Sanderson e Ruanna, anos atrás haviam se envolvido depois de uma festa que representava a grande sociedade da cidade, um romance breve que estampou algumas colunas sociais. Ninguém entendeu o desfecho daquele que poderia ser o casamento do ano.
Ruanna foi a responsável pela separação, ela não encontrou em Sanderson a parte que lhe completaria, não conseguiu suprir suas necessidades de solidão; mesmo sendo um homem bom, de sucesso e educado, o jovem empresário revelava mais compaixão do que amor, Ruanna decidiu cessar aquilo enquanto havia tempo. Amigavelmente ela expos seus motivos e Sanderson foi obrigado a aceitar os argumentos da mulher que mais amará na vida. Hoje, bons amigos, estavam frente a frente depois de um longo tempo.
– Bem... Acho que você já ouviu falar da minha forma moderna de gerir tudo isso aqui.

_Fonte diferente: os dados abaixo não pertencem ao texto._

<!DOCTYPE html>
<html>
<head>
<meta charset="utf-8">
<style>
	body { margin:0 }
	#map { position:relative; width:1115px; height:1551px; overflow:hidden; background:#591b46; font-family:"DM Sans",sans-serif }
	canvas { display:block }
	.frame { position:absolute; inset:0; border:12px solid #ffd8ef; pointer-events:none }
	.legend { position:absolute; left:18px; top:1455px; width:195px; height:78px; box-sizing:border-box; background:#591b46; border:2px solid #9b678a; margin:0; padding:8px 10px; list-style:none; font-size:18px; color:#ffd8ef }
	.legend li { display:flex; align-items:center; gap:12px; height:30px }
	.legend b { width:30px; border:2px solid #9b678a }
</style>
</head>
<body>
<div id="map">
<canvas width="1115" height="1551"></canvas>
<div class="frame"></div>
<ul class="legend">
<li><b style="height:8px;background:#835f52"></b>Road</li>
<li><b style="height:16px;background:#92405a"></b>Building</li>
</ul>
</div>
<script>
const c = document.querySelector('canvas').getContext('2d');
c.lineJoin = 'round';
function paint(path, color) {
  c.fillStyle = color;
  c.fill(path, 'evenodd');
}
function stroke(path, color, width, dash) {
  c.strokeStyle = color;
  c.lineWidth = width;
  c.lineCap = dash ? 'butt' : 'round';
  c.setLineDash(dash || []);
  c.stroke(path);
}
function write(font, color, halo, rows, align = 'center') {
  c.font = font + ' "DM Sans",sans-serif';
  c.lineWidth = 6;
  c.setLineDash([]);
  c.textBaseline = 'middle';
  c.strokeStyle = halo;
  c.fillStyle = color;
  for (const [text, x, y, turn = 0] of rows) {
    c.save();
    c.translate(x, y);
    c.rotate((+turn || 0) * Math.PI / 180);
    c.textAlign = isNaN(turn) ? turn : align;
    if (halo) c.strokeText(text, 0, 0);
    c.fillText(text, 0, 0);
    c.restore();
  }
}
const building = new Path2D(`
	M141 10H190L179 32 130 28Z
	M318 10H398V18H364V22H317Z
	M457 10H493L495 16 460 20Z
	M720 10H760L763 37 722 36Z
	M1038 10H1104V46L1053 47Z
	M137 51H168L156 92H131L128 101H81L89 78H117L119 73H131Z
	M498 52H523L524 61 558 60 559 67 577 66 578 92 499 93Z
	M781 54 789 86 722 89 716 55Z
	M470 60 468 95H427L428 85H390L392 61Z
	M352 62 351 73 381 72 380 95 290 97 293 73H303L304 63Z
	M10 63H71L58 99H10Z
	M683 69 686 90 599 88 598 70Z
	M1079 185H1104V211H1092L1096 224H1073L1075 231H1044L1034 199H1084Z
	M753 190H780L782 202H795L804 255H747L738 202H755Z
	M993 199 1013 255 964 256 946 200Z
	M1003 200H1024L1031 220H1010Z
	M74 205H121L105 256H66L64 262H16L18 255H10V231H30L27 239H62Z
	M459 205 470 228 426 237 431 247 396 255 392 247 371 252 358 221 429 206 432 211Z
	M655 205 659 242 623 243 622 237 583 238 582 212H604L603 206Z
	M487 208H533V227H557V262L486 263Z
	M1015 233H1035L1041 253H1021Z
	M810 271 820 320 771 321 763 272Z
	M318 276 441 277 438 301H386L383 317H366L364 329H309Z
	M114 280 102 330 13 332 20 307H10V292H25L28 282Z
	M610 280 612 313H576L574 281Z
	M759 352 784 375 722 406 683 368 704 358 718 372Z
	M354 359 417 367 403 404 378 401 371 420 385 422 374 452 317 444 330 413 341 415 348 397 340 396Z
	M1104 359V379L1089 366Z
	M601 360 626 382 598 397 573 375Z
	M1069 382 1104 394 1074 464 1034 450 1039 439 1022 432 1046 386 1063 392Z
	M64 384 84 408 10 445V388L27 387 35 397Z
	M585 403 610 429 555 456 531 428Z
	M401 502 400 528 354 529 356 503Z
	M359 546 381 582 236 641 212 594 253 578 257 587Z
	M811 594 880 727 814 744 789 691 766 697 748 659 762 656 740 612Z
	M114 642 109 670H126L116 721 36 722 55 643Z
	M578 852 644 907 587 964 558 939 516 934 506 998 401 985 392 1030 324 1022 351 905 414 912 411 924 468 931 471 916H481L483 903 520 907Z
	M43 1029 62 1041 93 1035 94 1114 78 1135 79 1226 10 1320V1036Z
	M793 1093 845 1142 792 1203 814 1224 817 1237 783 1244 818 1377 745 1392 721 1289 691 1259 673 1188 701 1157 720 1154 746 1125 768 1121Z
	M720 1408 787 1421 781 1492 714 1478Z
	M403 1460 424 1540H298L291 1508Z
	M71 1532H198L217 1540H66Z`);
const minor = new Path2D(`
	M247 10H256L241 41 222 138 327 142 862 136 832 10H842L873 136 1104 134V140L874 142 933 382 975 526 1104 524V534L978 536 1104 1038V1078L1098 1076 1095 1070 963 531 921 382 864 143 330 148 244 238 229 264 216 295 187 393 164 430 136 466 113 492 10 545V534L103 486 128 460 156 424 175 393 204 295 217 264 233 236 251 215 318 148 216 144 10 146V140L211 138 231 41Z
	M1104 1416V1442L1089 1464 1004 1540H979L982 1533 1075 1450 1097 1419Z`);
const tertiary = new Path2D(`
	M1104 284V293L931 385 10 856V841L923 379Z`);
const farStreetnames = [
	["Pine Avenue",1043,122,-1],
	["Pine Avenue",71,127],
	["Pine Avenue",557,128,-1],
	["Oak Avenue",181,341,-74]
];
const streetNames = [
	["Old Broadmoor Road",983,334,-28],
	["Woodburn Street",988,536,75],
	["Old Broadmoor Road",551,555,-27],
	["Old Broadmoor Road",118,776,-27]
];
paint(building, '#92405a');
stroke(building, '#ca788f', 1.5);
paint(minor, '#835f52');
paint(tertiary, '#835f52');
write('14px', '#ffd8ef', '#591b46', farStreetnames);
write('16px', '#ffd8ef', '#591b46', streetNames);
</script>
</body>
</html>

Já passei por diversos setores do Canal Onze, tentando encontrar e ajustar cada peça, sempre ouvindo meus conselheiros. – Sanderson não sentara, gesticulava bastante tentando dar ênfase a seu discurso. Ruanna permanecia imóvel. – Há algum tempo venho pensando em nosso arquivo material como um setor importante. Um pecado! Com tanta modernidade só me dediquei ao arquivo virtual de nossos computadores, esquecendo o arquivo material. Ontem mesmo visitei o local e me deparei com uma mulher que há muito já deveria estar aposentada, conversei com meus conselheiros e pedi indicações para um novo cargo. Entre vários nomes surgiu o seu como de uma pessoa muito organizada, e preparada.

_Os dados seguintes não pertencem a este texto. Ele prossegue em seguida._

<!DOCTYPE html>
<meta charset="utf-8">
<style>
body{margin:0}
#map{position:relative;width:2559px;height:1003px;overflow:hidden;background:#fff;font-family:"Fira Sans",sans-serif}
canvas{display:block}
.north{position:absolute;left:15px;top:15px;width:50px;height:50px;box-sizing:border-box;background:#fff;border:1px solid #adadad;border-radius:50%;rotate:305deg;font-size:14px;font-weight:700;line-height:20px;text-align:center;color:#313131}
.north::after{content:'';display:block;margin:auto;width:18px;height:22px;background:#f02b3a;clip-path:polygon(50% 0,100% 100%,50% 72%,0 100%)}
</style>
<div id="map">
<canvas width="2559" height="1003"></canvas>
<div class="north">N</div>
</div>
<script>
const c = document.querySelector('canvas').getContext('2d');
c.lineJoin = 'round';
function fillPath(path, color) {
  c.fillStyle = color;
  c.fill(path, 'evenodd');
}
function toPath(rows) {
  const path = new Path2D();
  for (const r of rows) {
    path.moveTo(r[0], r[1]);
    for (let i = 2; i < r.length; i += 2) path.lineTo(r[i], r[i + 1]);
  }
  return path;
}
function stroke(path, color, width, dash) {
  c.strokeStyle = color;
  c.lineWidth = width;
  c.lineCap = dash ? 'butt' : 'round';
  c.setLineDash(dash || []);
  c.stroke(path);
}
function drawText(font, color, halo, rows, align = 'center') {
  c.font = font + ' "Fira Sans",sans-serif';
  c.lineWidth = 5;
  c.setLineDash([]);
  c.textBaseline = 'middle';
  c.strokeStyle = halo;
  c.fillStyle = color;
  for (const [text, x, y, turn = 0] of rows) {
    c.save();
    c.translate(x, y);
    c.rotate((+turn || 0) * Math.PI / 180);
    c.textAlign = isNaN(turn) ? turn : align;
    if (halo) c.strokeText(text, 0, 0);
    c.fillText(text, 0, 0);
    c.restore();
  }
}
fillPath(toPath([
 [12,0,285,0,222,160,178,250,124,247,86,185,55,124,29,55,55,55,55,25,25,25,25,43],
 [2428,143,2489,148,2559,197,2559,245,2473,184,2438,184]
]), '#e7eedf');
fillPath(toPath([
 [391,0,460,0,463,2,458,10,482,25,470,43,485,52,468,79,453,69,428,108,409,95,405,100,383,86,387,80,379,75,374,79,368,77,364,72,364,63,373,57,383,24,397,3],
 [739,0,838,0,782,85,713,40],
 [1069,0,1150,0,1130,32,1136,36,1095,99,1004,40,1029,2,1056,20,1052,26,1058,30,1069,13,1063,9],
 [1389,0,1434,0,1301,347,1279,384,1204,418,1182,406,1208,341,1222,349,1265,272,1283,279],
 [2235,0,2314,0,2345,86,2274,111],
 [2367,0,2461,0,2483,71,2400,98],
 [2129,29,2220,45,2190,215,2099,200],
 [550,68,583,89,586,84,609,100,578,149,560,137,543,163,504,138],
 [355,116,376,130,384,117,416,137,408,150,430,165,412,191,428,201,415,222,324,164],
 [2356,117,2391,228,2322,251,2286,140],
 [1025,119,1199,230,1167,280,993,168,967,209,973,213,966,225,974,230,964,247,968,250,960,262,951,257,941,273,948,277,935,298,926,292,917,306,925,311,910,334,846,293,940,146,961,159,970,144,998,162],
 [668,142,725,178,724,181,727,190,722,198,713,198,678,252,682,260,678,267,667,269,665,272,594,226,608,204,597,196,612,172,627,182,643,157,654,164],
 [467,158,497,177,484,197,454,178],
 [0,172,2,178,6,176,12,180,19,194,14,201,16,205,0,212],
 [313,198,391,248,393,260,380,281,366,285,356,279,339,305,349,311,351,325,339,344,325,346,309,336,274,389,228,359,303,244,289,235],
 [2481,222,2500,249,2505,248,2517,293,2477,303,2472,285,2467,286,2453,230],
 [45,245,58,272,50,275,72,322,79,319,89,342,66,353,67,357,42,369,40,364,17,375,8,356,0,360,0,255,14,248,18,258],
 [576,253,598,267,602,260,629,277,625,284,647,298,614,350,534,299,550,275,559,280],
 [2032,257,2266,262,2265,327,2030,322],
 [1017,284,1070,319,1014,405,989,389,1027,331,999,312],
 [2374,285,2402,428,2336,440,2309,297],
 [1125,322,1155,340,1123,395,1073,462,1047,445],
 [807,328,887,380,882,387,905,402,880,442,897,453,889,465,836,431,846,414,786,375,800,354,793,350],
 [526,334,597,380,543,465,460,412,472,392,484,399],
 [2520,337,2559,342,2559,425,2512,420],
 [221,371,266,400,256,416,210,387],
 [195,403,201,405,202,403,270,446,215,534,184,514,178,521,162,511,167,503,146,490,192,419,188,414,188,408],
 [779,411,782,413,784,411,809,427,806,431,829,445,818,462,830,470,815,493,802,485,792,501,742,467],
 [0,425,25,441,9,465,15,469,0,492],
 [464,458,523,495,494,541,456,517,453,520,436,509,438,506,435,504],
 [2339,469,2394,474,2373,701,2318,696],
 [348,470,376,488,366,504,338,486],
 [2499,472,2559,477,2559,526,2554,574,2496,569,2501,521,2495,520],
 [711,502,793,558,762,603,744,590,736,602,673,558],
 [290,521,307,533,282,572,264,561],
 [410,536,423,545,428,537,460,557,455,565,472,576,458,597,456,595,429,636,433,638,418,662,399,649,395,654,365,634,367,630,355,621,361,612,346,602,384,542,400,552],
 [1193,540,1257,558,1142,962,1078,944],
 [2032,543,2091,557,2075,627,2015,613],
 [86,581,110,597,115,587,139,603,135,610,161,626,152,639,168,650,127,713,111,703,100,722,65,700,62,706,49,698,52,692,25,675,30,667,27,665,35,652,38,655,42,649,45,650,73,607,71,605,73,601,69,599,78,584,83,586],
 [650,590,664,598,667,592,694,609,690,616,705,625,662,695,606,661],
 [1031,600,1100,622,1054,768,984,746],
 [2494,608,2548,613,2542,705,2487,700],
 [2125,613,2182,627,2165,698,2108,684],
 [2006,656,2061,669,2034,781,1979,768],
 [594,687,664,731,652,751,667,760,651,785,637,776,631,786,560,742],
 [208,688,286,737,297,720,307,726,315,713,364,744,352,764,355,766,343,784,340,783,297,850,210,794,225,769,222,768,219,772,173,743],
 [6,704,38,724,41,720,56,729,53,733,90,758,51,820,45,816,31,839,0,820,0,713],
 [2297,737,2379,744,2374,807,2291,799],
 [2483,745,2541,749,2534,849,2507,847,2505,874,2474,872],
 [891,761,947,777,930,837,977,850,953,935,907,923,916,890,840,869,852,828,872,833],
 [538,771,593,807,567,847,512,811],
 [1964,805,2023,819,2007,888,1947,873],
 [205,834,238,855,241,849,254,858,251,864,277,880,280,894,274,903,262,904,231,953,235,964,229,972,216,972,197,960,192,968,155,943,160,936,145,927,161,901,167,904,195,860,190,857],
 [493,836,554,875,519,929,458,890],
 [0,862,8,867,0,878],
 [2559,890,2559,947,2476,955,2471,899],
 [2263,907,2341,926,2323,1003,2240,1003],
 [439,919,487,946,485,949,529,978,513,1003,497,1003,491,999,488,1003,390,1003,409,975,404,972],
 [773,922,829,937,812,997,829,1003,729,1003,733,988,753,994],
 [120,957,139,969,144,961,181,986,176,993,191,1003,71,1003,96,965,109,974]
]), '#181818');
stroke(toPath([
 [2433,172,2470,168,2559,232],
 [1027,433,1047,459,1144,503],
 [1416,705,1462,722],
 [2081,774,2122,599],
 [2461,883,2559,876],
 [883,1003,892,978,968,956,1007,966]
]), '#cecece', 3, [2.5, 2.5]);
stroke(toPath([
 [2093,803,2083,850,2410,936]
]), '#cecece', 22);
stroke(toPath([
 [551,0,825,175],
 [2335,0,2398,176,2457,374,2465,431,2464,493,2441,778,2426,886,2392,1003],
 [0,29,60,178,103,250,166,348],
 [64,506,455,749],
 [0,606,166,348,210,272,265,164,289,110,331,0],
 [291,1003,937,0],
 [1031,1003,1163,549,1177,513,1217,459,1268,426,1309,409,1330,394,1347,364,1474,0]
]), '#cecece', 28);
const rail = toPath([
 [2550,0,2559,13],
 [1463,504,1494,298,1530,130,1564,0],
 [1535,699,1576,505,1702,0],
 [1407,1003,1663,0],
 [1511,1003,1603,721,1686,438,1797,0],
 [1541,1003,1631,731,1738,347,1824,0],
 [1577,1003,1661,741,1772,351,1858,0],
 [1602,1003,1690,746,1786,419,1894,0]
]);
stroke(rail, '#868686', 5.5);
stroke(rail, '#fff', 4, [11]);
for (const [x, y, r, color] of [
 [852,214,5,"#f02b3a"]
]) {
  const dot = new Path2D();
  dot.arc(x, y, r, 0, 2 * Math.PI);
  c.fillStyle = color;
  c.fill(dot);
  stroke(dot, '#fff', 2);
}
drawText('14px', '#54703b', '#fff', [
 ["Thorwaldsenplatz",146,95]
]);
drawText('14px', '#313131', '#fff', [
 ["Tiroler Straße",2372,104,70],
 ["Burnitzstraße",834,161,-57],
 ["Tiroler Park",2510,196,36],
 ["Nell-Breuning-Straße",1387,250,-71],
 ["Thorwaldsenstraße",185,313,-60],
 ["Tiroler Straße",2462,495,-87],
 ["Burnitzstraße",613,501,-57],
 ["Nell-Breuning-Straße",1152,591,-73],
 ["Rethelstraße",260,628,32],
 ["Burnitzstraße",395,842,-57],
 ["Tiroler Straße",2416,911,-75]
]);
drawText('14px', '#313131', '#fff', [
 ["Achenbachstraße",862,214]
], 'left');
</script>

– Desculpa, mas gosto dos meus textos e preferiria o esporte a organizar um arquivo. – Sanderson parecia não ter ouvido a jovem e voltou ao seu discurso.
– Então... Decidi escolher uma pessoa organizada para colocar em ordem àquela desordem e precisava de alguém com um bom texto para criar, uma vez por mês, uma reportagem interessante sobre alguns daqueles documentos arquivados. Com isso além de organizar o arquivo material, eu criaria um novo programa para a grade da noite. Escolhi você, Ruanna, pois conheço seus sonhos, seu texto e seus conhecimentos jurídicos.
– Eu? – Ruanna parecia não entender. O que parecia um pesadelo se transformou em uma grande oportunidade. Uma nova tarefa, uma nova chance.
– Eu sei o quanto isso significa para você, Ruanna, conheço sua luta e contra quem você briga todos os dias para estar aqui. – Ruanna observava cada passo de Sanderson no grande escritório. – Você poderia está ganhando o triplo com seu pai, mas segue um sonho. Invejável!
– Nem sei como agradecer...
– Não precisa. Você tem três meses para organizar tudo aquilo. Criar um bom argumento para um programa mensal. Uma equipe vai ajudá-la. – Ele se aproximou. – Mãos à obra, Ruanna!
– Farei o melhor que puder, não vou decepciona-lo. – Ruanna mostrou sua força com palavras.
– Estarei sempre aqui, não importa o pedido, sempre estarei à disposição. – Ele engoliu a saliva e o ambiente ficou mudo. Ele a abraçou.
Ruanna saiu cheia de esperanças, com várias ideias na cabeça. Sanderson mais uma vez tinha mostrado toda sua generosidade e simpatia, talvez o maior apoio que Ruanna já tivesse recebido na vida. Sanderson ficou paralisado em seu grande mundo, pensando no tamanho do amor que sentia pela jovem jornalista, ele seria capaz de tudo para ajudá-la.
A sala novamente estava vazia, o rei daquele lugar estava solitário e pensativo. Mas sua atenção mudou de direção assim que seu celular tocou.
– Alô? – Sanderson atendeu com rapidez o telefone.
– Tudo certo? – Perguntou uma voz feminina do outro lado da linha.
– Sim! Seu pedido se aliou ao meu desejo de tê-la mais próxima a mim. Ruanna esta feliz com a nova oportunidade.
– Ah... Graças a Deus. – Encerrou a mulher.